EXERCISE INSTRUCTIONS. Check each line of the material below, and copy it if it holds the string "Aleea".

EXERCISE DATA.
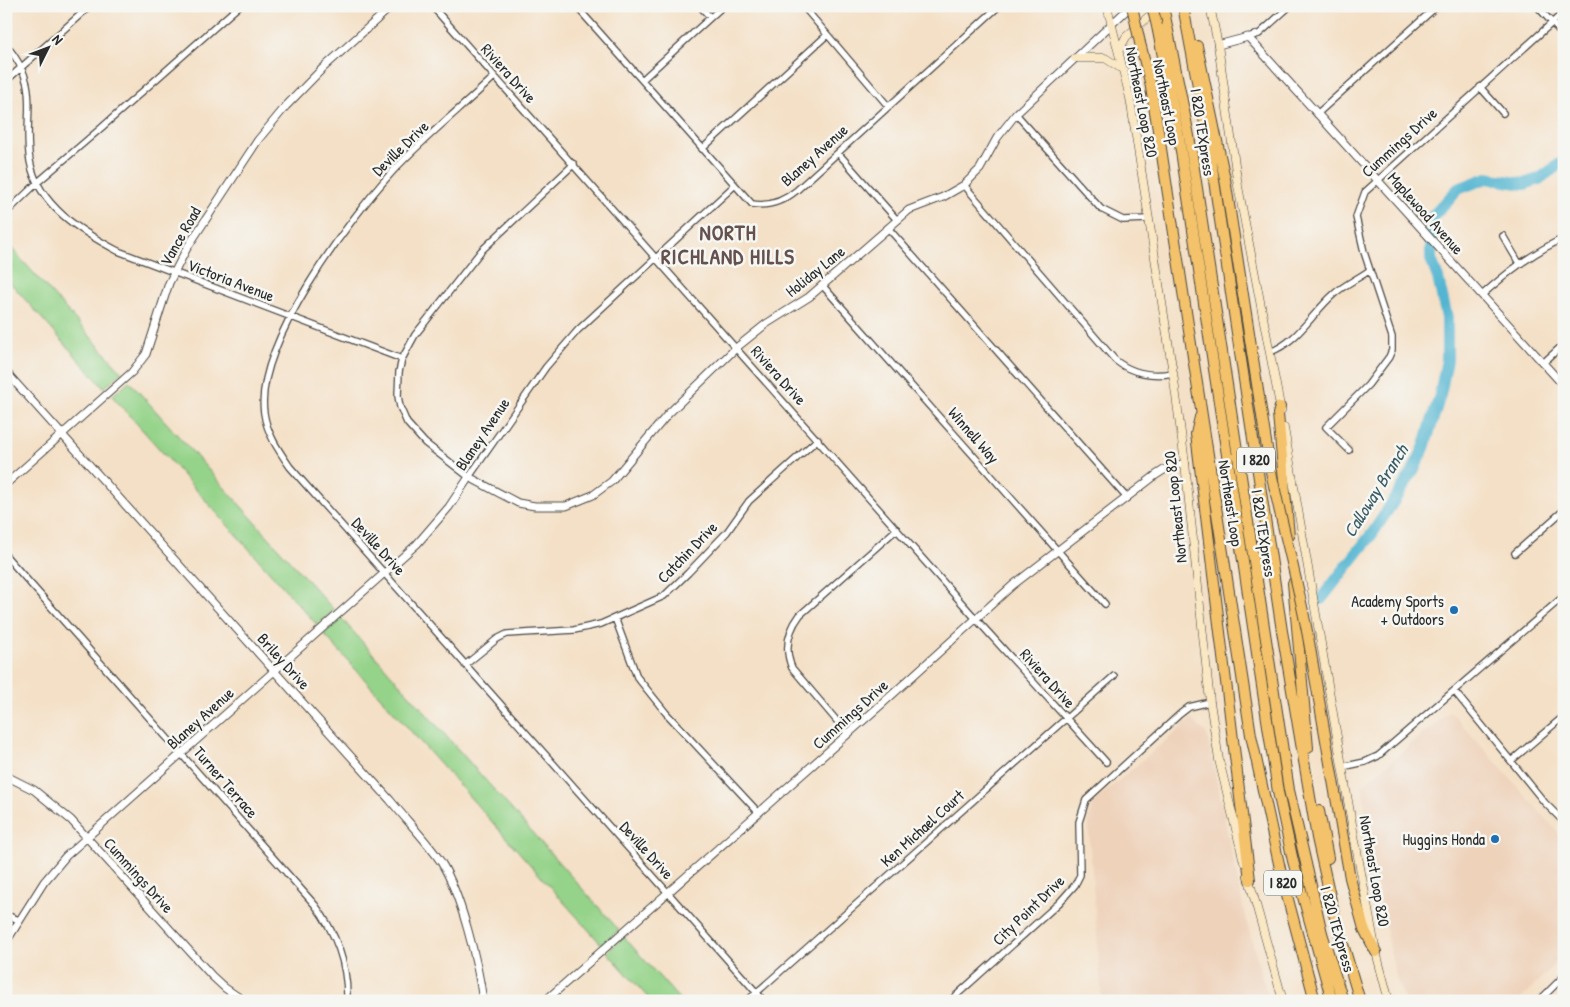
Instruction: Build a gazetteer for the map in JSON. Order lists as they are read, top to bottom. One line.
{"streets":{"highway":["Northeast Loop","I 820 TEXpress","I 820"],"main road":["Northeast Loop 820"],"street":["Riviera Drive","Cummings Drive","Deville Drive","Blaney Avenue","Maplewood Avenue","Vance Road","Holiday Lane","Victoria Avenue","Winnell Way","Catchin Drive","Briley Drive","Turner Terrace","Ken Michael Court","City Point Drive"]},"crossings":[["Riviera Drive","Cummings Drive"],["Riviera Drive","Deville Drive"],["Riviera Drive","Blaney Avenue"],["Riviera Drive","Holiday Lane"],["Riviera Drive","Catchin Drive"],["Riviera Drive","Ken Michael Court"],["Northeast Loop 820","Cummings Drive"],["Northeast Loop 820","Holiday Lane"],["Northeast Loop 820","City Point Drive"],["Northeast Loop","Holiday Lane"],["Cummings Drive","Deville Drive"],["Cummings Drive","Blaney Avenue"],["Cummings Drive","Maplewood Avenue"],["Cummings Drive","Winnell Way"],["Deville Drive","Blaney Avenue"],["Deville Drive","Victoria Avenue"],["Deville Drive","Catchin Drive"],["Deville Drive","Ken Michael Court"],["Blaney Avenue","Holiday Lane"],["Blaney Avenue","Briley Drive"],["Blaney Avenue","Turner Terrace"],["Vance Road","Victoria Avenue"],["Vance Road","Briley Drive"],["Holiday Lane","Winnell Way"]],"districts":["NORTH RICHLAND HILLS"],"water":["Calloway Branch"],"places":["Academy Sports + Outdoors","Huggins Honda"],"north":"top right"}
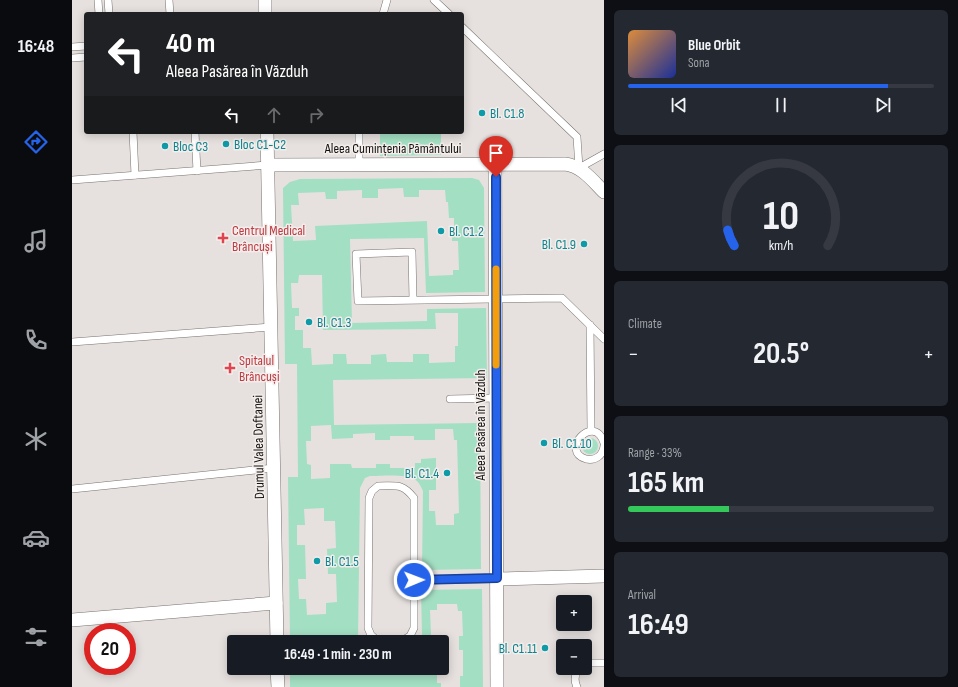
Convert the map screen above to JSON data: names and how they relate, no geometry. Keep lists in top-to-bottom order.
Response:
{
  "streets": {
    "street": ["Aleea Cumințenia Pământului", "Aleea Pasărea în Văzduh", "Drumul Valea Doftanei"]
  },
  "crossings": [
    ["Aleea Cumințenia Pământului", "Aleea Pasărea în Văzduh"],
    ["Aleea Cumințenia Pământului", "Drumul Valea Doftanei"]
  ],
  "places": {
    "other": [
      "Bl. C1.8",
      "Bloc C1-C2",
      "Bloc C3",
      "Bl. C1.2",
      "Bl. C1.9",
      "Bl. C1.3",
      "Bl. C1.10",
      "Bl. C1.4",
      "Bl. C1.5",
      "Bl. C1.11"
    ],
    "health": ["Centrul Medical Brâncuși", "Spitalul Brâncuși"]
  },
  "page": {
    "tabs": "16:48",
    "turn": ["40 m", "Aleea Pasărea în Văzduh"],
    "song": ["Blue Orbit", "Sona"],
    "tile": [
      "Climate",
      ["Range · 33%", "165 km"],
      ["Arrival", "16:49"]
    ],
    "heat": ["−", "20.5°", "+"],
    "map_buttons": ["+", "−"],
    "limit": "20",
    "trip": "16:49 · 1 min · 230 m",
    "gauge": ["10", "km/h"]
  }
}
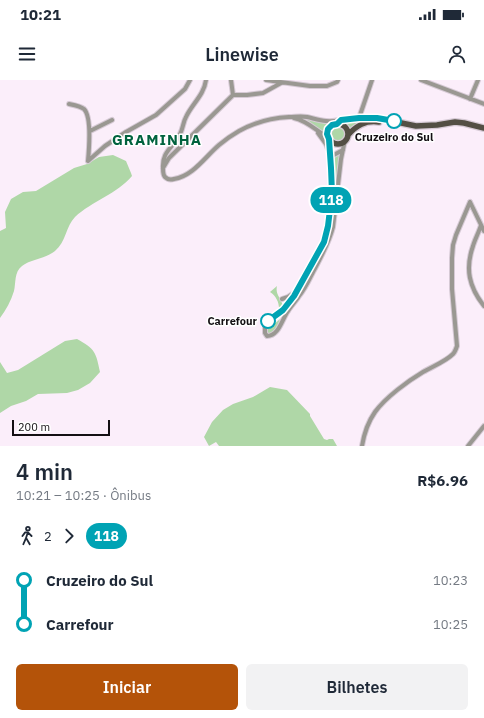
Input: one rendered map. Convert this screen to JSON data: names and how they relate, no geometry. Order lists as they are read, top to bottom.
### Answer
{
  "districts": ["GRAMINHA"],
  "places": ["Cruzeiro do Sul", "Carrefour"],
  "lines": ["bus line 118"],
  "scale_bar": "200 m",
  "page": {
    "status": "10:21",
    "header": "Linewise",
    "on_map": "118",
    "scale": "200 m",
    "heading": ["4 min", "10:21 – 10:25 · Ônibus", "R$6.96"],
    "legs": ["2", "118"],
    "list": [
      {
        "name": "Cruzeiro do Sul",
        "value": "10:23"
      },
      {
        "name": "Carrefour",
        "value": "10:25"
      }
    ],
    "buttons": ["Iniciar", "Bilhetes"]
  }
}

TASK RESULT.
    "street": ["Aleea Cumințenia Pământului", "Aleea Pasărea în Văzduh", "Drumul Valea Doftanei"]
    ["Aleea Cumințenia Pământului", "Aleea Pasărea în Văzduh"],
    ["Aleea Cumințenia Pământului", "Drumul Valea Doftanei"]
    "turn": ["40 m", "Aleea Pasărea în Văzduh"],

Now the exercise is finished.